The answer is not the one that Harriet Harman, the deputy leader of the Labour Party, came up with last night when she linked it to the tripling of university tuition fees and the reform of the Educational Maintenance Allowance, for which she was rightly (and magnificently) mauled by Education Minister Michael Gove. Nor is it about the parliamentary coalition's attempt to cut the deficit partly through spending cuts, nor, as one psychologist has tried to argue, because “it's the school holidays and the nights are longer.” (It's August; they're not.) The left is trying to pin the blame on unemployment, "social exclusion," police racism, and the greed of the rich, but none of these genuinely explain why our sub-educated, feral underclass have turned to incendiarism so enthusiastically this week.
Politics in general fails to explain it. “This is the uprising of the working class. We're redistributing the wealth,” said 28-year-old anarchist Bryn Phillips, as youths emerged from a store loaded with stolen confectionery. Yet the stores that are being ransacked are not generally owned by the multinationals that the anarchists so loathe, but of ordinary immigrants to Britain who saw the country as a place where their hard work would be respected and rewarded. Instead their shops have been torched. Phillips is wrong, for in fact this is the uprising of the non-working, anti-working, would-do-anything-sooner-than-work class. It has been the mayor of London, Boris Johnson, who has come closest to correctly analyzing the root cause of this insurrection against bourgeois values and respectability, when he said that those responsible had an “exaggerated sense of entitlement.” He was denounced by The Guardian newspaper and booed in the street because of it, but he is right.

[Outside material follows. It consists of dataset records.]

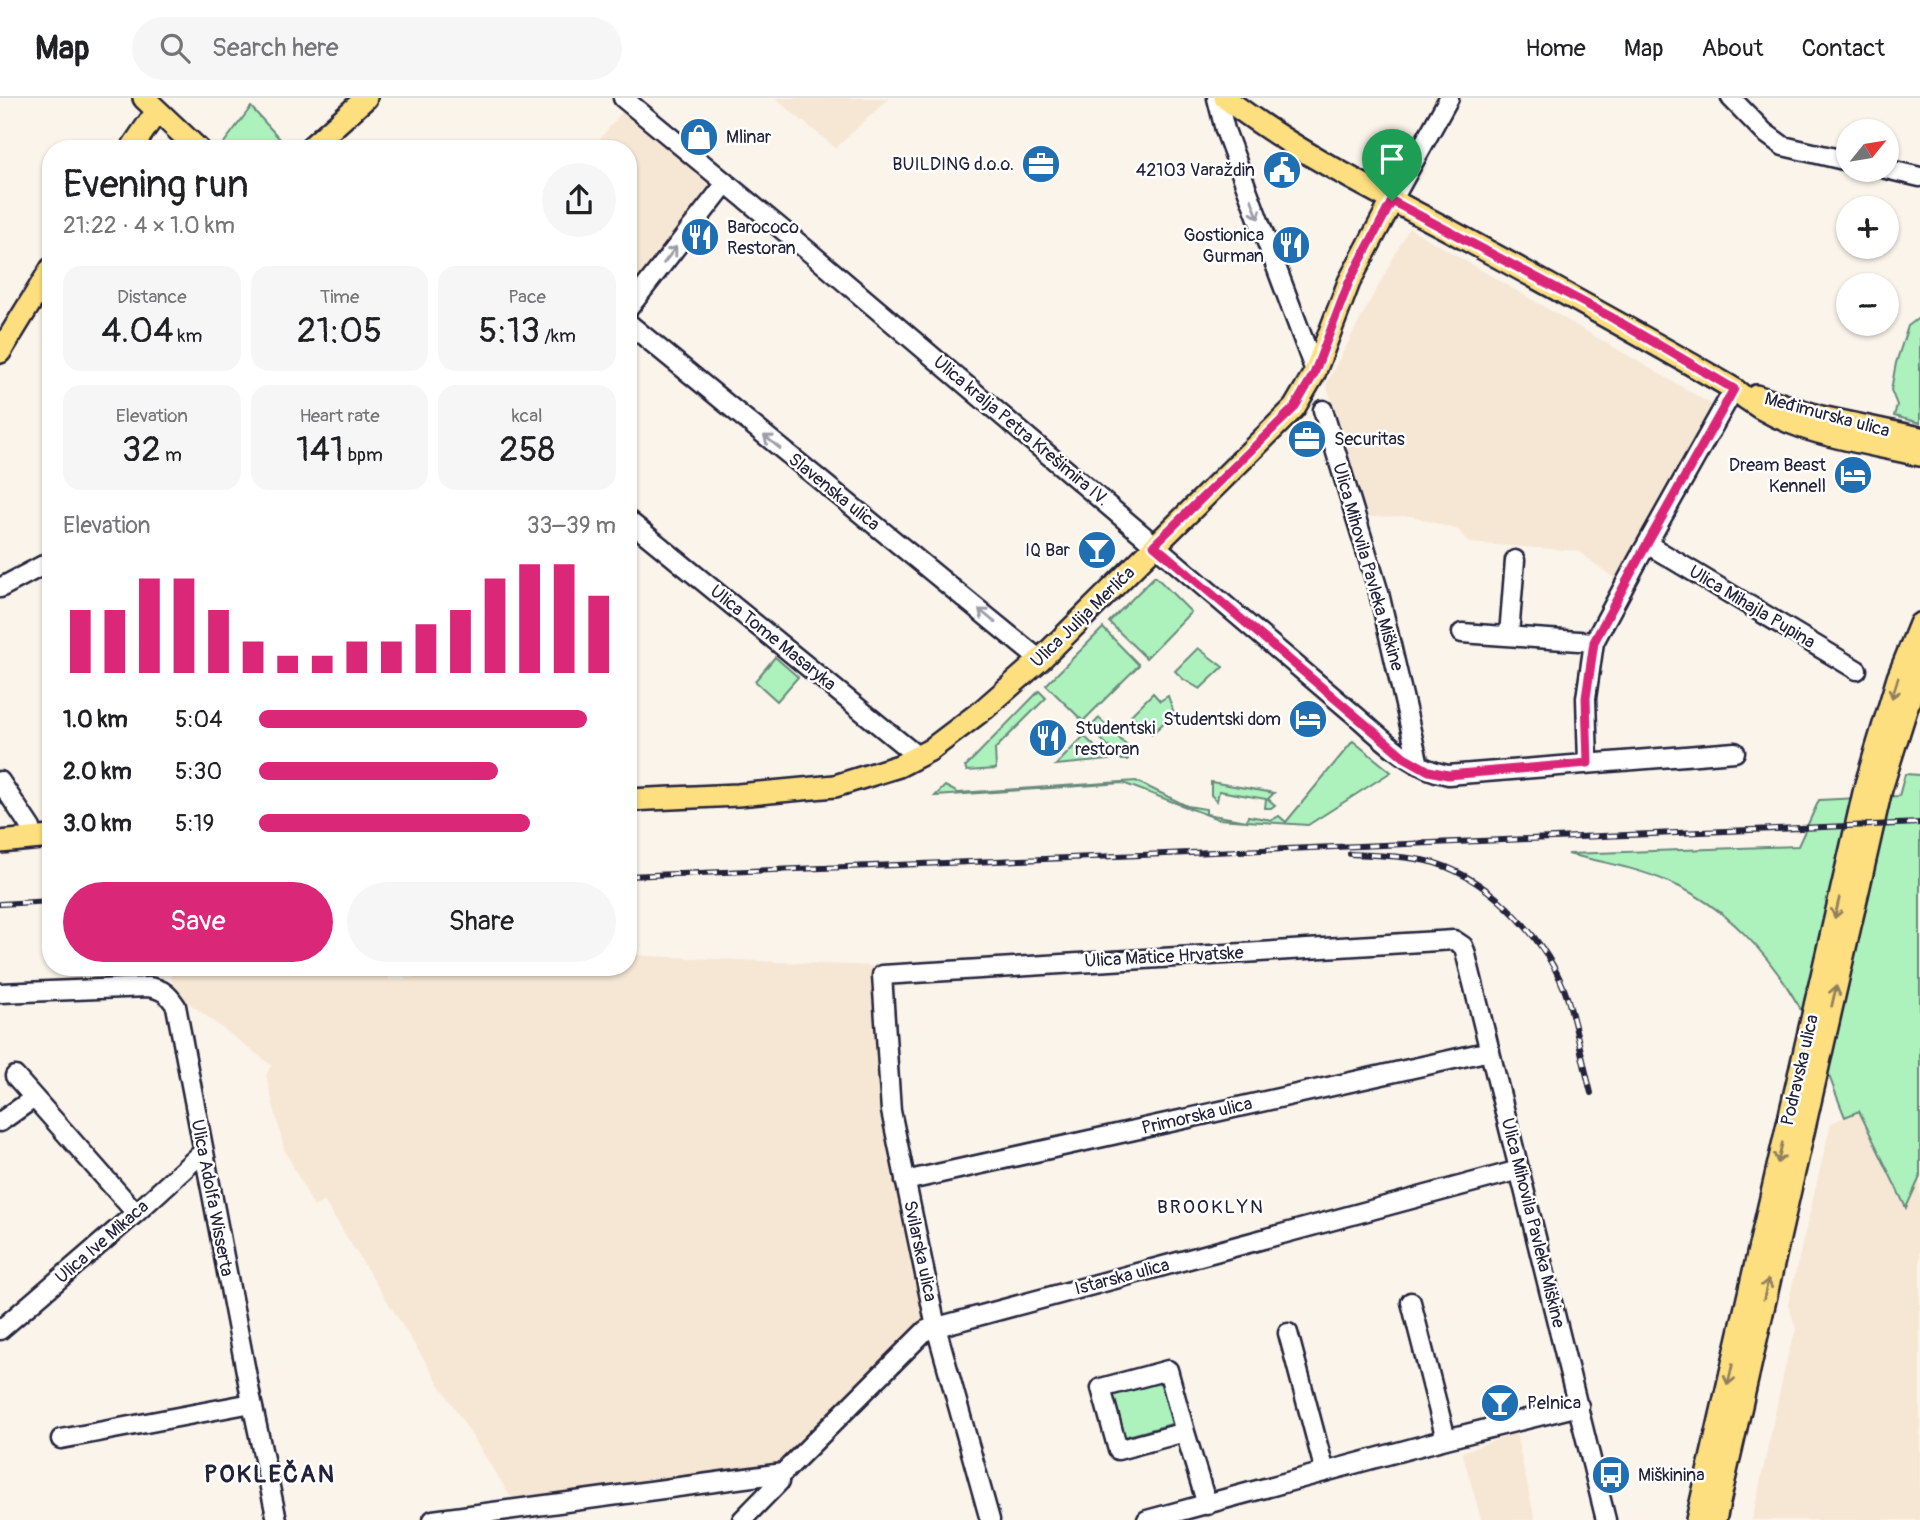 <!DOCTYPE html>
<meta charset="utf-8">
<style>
:root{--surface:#fff;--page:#f6f6f6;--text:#202124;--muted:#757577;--line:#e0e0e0;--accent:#db2777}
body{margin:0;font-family:Pangolin,sans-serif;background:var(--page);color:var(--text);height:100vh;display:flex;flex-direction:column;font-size:26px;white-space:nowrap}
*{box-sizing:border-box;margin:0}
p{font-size:23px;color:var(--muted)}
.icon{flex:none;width:38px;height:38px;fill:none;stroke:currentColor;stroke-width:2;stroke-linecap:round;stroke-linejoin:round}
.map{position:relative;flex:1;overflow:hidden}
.panel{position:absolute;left:42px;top:42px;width:595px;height:836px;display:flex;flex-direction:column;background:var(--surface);border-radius:28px;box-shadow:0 2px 5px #0004}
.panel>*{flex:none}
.needle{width:46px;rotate:60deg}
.controls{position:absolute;left:1836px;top:21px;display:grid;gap:14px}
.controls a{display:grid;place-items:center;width:63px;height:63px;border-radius:50%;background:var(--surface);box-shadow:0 2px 5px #0004;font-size:35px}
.pin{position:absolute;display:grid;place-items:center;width:60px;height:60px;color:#fff;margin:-72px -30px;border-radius:50% 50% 50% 0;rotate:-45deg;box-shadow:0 0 7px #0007}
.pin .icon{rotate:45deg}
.round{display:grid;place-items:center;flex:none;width:74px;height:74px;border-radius:37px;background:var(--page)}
.head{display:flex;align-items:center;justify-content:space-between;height:119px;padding:0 21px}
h1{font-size:38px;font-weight:600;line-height:52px}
.figures{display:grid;grid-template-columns:repeat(3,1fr);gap:10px;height:119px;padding:7px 21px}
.figures div{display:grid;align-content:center;border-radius:18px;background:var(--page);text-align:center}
.figures b{font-size:35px;font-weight:600}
.figures small{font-size:19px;font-weight:400}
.figures p{font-size:19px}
.chart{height:196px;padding:14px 21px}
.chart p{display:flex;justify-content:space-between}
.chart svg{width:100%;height:126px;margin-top:7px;stroke:var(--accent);stroke-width:6}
.cta{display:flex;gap:14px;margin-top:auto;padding:14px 21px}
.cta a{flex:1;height:80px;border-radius:42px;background:var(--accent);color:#fff;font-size:28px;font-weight:600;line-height:80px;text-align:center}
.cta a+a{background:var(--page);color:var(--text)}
ul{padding:0 21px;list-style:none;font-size:23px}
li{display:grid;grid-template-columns:112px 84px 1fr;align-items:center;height:52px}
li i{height:18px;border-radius:9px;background:var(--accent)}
header{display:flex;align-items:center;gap:42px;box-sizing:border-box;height:98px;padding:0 35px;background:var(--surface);border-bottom:2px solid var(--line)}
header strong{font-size:33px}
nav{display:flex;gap:38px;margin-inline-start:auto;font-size:24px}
.search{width:490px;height:63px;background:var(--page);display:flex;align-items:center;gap:18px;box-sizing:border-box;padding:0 24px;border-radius:38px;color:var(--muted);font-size:26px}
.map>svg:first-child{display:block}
</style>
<header>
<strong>Map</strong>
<div class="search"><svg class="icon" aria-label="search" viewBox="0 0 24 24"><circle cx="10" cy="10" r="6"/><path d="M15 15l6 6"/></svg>Search here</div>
<nav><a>Home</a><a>Map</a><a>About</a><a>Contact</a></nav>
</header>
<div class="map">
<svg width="1920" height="1422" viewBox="0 0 1920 1422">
<rect width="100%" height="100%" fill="#fbf4eb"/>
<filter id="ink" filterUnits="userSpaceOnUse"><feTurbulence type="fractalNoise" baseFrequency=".0143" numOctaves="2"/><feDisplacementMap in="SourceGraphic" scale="14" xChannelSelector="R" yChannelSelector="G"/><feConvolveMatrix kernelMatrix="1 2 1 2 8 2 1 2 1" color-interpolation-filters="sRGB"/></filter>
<g filter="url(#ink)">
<!-- built -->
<path fill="#f6e7d4" d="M774 0H889L836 50Z
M624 12 713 90 628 199V51H591Z
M1409 130 1713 307 1615 481 1578 453 1469 445 1458 432 1412 418 1368 419 1326 286Z
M628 857 873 868 884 1019 929 1218 783 1366 697 1382 515 1406 324 1103 314 1109 284 1051 266 977 271 967 173 893 170 870H388L389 882 501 870H628Z
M1859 1013 1906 1109 1920 1079V1072V1422H1752L1787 1260 1796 1231 1788 1206 1831 1025Z
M1516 1335 1535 1422H1479L1481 1421 1462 1354Z"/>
<!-- green -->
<path fill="#adf1bd" stroke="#688a7c" stroke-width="2" d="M251 9 289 51 220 50Z
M1920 219V325L1894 318 1897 307 1891 292 1896 265 1908 228Z
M1155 478 1191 514 1146 560 1109 524Z
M1103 530 1139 567 1083 623 1046 587Z
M1198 550 1223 569 1200 591 1183 581 1175 573Z
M775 559 798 579 777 603 755 583Z
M1039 593 1046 600 995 651 996 671 967 673 965 669Z
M1153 595 1160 603 1168 598 1174 615 1152 636 1131 617Z
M1099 620 1134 655 1127 662H1122L1090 630Z
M1084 638 1109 662 1056 667Z
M1353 643 1391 674 1308 727 1218 721 1123 685 935 698 945 688 958 695 1136 683 1187 708 1206 711V716L1247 723 1248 718 1272 722 1279 718 1286 724Z
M1905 676 1920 677V1079L1906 1110 1859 1013 1845 1019C1830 982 1816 939 1797 905 1768 855 1725 808 1671 785 1638 770 1602 764 1568 756L1798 748 1819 702 1899 698Z
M1211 684 1274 695 1268 701 1275 707 1271 710H1265L1266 701 1219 693 1217 703 1211 697Z
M1163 1281 1175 1325 1124 1339 1112 1295Z"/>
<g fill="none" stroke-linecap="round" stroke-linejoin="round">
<!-- minor casing -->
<g stroke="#22223b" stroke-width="23">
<path id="minor" d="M623 0 807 152 1356 618C1384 642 1410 670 1448 677L1735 654
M1217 0 1225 32 1315 273
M1731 0 1764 34 1783 48 1848 63
M1886 71 1920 79
M1392 103 1449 0
M628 211 726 85
M628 225 1040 562
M1323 312 1379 495 1419 667
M628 422 917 658
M1647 446 1857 572
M0 490 51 463
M1462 535 1594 544
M1509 537 1515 462
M1588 665 1586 600 1594 544 1638 462 1734 291
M0 683 31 730 34 741
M0 895 148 889C163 891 168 896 176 908L252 1305 277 1422
M15 978 136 1115
M0 1024 34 1000
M905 1083 1490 953
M1411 1204 1446 1341
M0 1232 136 1115 203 1054
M1288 1235 1325 1374
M1185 1334 1168 1272 1101 1290 1118 1352 1185 1334 1207 1407
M61 1341 252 1305
M433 1422 783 1375 926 1232 1519 1072
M742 1422 779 1384 778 1376
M990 1422 936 1229 891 1013 882 877 1454 842 1463 848 1465 853 1606 1422
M1147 1422 1446 1341 1579 1308"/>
</g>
<!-- major casing -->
<g stroke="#22223b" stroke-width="26">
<path id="major" d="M144 0 198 51
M1225 0C1291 51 1371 91 1445 130 1542 183 1638 235 1734 291 1785 336 1856 342 1920 357
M131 51 157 13
M309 51 366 0
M0 254 51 171
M1756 298 1821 319 1920 340
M628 702 738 697 835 688 899 668 930 652 984 611 1040 562 1294 310 1314 276 1349 184 1392 103
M0 744 51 739
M1697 1422 1866 686 1898 580 1920 526
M1715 1422 1881 691 1920 567"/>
</g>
<!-- minor -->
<use href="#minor" stroke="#fff" stroke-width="18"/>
<!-- major -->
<use href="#major" stroke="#fddf80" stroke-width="21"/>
<!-- rail casing -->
<g stroke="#22223b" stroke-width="6">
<path id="rail" d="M1350 756C1376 757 1411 758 1435 765 1493 783 1550 845 1568 902 1577 933 1583 964 1591 995
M628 778 1920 725
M0 806 51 803"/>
</g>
<!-- rail -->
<use href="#rail" stroke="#fff" stroke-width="3.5" stroke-dasharray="10" stroke-linecap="butt"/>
</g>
<!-- one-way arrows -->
<defs><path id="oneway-shaft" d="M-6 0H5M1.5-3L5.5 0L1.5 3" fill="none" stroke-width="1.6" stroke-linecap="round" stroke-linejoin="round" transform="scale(1.75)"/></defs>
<g stroke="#9c9ca7">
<use href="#oneway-shaft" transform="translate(1255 111) rotate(70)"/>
<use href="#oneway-shaft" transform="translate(670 157) rotate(-52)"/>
<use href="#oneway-shaft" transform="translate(772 344) rotate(-141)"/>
<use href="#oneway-shaft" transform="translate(987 518) rotate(-141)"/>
</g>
<g stroke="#90805e">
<use href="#oneway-shaft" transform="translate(1895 590) rotate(107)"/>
<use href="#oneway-shaft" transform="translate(1837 810) rotate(103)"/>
<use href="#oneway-shaft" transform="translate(1834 898) rotate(-77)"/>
<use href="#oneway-shaft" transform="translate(1780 1055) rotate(103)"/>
<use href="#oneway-shaft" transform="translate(1766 1191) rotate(-77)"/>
<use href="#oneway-shaft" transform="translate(1730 1277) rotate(103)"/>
</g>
</g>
<g fill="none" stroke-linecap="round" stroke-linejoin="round" filter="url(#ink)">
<!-- route casing -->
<g stroke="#fff" stroke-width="14">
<path id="route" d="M1392 103 1609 218 1734 291 1638 462 1594 544 1586 600 1588 665 1448 677 1429 673 1404 659 1154 447 1294 310 1314 276 1349 184Z"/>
</g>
<!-- route -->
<use href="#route" stroke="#db2777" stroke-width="9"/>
</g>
<!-- icons -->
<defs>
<g id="shop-disc" transform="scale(2.0125)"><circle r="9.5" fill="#1f6fb2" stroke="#fff"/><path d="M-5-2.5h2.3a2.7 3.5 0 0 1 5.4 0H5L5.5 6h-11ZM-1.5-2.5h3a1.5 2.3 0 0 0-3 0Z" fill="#fff"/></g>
<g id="office-disc" transform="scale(2.0125)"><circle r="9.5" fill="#1f6fb2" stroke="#fff"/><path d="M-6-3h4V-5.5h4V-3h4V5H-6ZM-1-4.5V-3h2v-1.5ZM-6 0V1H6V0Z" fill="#fff"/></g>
<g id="civic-disc" transform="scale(2.0125)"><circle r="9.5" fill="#1f6fb2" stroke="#fff"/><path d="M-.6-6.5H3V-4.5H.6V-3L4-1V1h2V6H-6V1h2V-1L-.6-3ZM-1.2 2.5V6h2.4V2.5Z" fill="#fff"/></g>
<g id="restaurant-disc" transform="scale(2.0125)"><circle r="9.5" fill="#1f6fb2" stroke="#fff"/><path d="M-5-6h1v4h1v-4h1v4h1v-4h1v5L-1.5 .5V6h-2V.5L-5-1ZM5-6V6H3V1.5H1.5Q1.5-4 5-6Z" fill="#fff"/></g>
<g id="hotel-disc" transform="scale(2.0125)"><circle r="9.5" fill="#1f6fb2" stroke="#fff"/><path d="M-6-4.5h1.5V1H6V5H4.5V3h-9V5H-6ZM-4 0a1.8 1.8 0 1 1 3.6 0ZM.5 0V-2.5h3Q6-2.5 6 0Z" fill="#fff"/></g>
<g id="bar-disc" transform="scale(2.0125)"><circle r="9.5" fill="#1f6fb2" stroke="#fff"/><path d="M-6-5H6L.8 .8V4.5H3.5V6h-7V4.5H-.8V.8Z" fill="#fff"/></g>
<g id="bus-disc" transform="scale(2.0125)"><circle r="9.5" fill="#1f6fb2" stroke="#fff"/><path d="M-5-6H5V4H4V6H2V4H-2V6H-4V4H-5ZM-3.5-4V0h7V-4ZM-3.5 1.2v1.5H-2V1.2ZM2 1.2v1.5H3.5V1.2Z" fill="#fff"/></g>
</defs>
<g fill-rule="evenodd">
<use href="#shop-disc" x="699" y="39"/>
<use href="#office-disc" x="1041" y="66"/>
<use href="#civic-disc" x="1282" y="72"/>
<use href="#restaurant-disc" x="700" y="139"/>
<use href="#restaurant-disc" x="1291" y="147"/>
<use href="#office-disc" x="1307" y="341"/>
<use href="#hotel-disc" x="1853" y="377"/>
<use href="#bar-disc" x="1097" y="452"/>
<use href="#hotel-disc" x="1308" y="621"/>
<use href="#restaurant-disc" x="1048" y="640"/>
<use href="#bar-disc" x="1500" y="1305"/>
<use href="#bus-disc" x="1611" y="1377"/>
</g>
<g text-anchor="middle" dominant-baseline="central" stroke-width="5" stroke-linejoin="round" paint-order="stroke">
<!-- poi labels -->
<g font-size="18" fill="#22223b" stroke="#fff" text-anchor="start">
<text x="726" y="39">Mlinar</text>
<text x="1014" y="66" text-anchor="end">BUILDING d.o.o.</text>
<text x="1255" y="72" text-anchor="end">42103 Varaždin</text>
<text x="727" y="129">Barococo<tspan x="727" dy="21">Restoran</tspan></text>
<text x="1264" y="137" text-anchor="end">Gostionica<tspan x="1264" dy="21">Gurman</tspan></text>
<text x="1334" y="341">Securitas</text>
<text x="1826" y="367" text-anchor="end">Dream Beast<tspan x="1826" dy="21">Kennell</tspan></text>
<text x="1070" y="452" text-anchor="end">IQ Bar</text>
<text x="1281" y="621" text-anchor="end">Studentski dom</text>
<text x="1075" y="630">Studentski<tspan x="1075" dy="21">restoran</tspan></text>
<text x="1527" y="1305">Pelnica</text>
<text x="1638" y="1377">Miškinina</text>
</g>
<!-- street labels -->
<g font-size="18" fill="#22223b" stroke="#fff">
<text transform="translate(1827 317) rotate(15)">Međimurska ulica</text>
<text transform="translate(1021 333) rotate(40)">Ulica kralja Petra Krešimira IV.</text>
<text transform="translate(834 394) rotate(39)">Slavenska ulica</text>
<text transform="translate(1368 469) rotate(74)">Ulica Mihovila Pavleka Miškine</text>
<text transform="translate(1752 509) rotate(31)">Ulica Mihajla Pupina</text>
<text transform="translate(1083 519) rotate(-44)">Ulica Julija Merlića</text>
<text transform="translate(773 540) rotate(39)">Ulica Tome Masaryka</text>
<text transform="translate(1164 859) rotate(-3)">Ulica Matice Hrvatske</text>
<text transform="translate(1800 972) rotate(-77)">Podravska ulica</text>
<text transform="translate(1197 1018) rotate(-13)">Primorska ulica</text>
<text transform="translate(212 1100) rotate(79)">Ulica Adolfa Wisserta</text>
<text transform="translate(1533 1125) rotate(76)">Ulica Mihovila Pavleka Miškine</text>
<text transform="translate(102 1144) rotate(-41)">Ulica Ive Mikaca</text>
<text transform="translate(920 1153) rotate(78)">Svilarska ulica</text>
<text transform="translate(1122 1179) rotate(-15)">Istarska ulica</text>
</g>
<!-- neighbourhood labels -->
<g font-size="19" letter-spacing="2" fill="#22223b" stroke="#fff">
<text x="1211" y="1109">BROOKLYN</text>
</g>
<!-- district labels -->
<g font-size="24" font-weight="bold" letter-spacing="2" fill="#22223b" stroke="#fff">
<text x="270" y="1376">POKLEČAN</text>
</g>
</g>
</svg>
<div class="controls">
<a><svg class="needle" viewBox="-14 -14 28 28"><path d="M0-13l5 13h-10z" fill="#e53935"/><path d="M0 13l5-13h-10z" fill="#757577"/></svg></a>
<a>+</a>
<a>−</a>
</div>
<div class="pin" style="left:1392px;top:103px;background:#1e9e55"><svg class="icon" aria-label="arrive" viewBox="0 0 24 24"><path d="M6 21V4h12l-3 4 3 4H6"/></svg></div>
<section class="panel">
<div class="head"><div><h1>Evening run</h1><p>21:22 · 4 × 1.0 km</p></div><a class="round"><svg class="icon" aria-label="share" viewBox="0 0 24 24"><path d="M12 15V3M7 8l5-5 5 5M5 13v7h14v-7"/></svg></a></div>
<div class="figures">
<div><p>Distance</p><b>4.04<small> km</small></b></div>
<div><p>Time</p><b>21:05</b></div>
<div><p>Pace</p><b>5:13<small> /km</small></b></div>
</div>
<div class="figures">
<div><p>Elevation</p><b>32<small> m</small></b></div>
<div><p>Heart rate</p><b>141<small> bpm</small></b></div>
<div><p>kcal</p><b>258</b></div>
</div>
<div class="chart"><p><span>Elevation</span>33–39 m</p>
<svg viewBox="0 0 160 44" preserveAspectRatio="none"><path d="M5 44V22M15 44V22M25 44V11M35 44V11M45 44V22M55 44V33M65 44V38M75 44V38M85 44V33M95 44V33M105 44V27M115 44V22M125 44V11M135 44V6M145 44V6M155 44V17"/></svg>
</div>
<ul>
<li><b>1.0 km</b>5:04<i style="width:92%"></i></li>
<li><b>2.0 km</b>5:30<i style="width:67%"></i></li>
<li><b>3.0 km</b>5:19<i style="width:76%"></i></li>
</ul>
<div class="cta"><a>Save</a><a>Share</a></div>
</section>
</div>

Ever since the fall of Margaret Thatcher more than two decades ago, Britain has been a place where political leaders have constantly failed to ram home the vital message that the something-for-nothing society is as morally wrong as it is financially bankrupt. Every institution has stepped back from imposing authority, because it is seen as politically incorrect and “judgmental.” The police, who should have imposed curfews and deployed water cannon and rubber bullets on day one—as they have been routinely doing against rioters in Northern Ireland for decades—have behaved pathetically in the face of these riots, and have taken 111 casualties as a result. Their argument, that 8-year-old children have been taking part in the riots, is more an indictment on the parents who allow them onto riot-torn streets than a good reason not to reimpose order. With 768 people arrested so far and 105 charged, one hopes that the courts will hand down exemplary sentences to those found guilty, but the whole trend of the legal system in post-Thatcher Britain—with its overt championing of the rights of criminals over those of their victims—suggests this is unlikely.

Meanwhile, the Church of England has consistently failed to support the establishment and forces of law and order, feeling far more comfortable intoning liberal mantras about “marginalization” that effectively give the rioters an excuse to see themselves as Robin Hoods of society, even while they thieve from some family-owned corner shop. The BBC has dubbed these the “consumer-society riots,” as though other countries don't have a consumer society without riots. Similarly the “social-networking riots” is a misnomer, though it helps to explain how rapidly they have spread and how expertly troublemakers have been able to keep one step ahead of the police.
Add to all this a media that concentrate solely on criticizing unearned wealth to the exclusion of any commendation of earned wealth, and especially a film industry in which movies automatically equate wealth with malfeasance, and you have an Envy Society of people who actually want to pillage their more successful, hardworking neighbors.
Starbucks and Sony aren't the real targets of these riots; the Patel family from Pakistan and their open-all-hours corner shop are. Moreover, with the collapse of the 1960s and 1970s dreams of a multicultural society, and its replacement with an atomized, balkanized hodgepodge of different racial ghettoes across Britain's inner-city landscape, after 20 years of almost unrestricted immigration you have the perfect tinderbox for the kind of vicious urban nightmare that Britain has experienced this week.
The rioters have hugely enjoyed the past few days—“Good fun, yeah,’’ one of them told the BBC, “ 'course it is”—and they will be back again, unless and until British institutions regain their collective willpower and show that the bourgeois, Thatcherite values of hard work, law, and strictly imposed authority will be unashamedly and ruthlessly applied.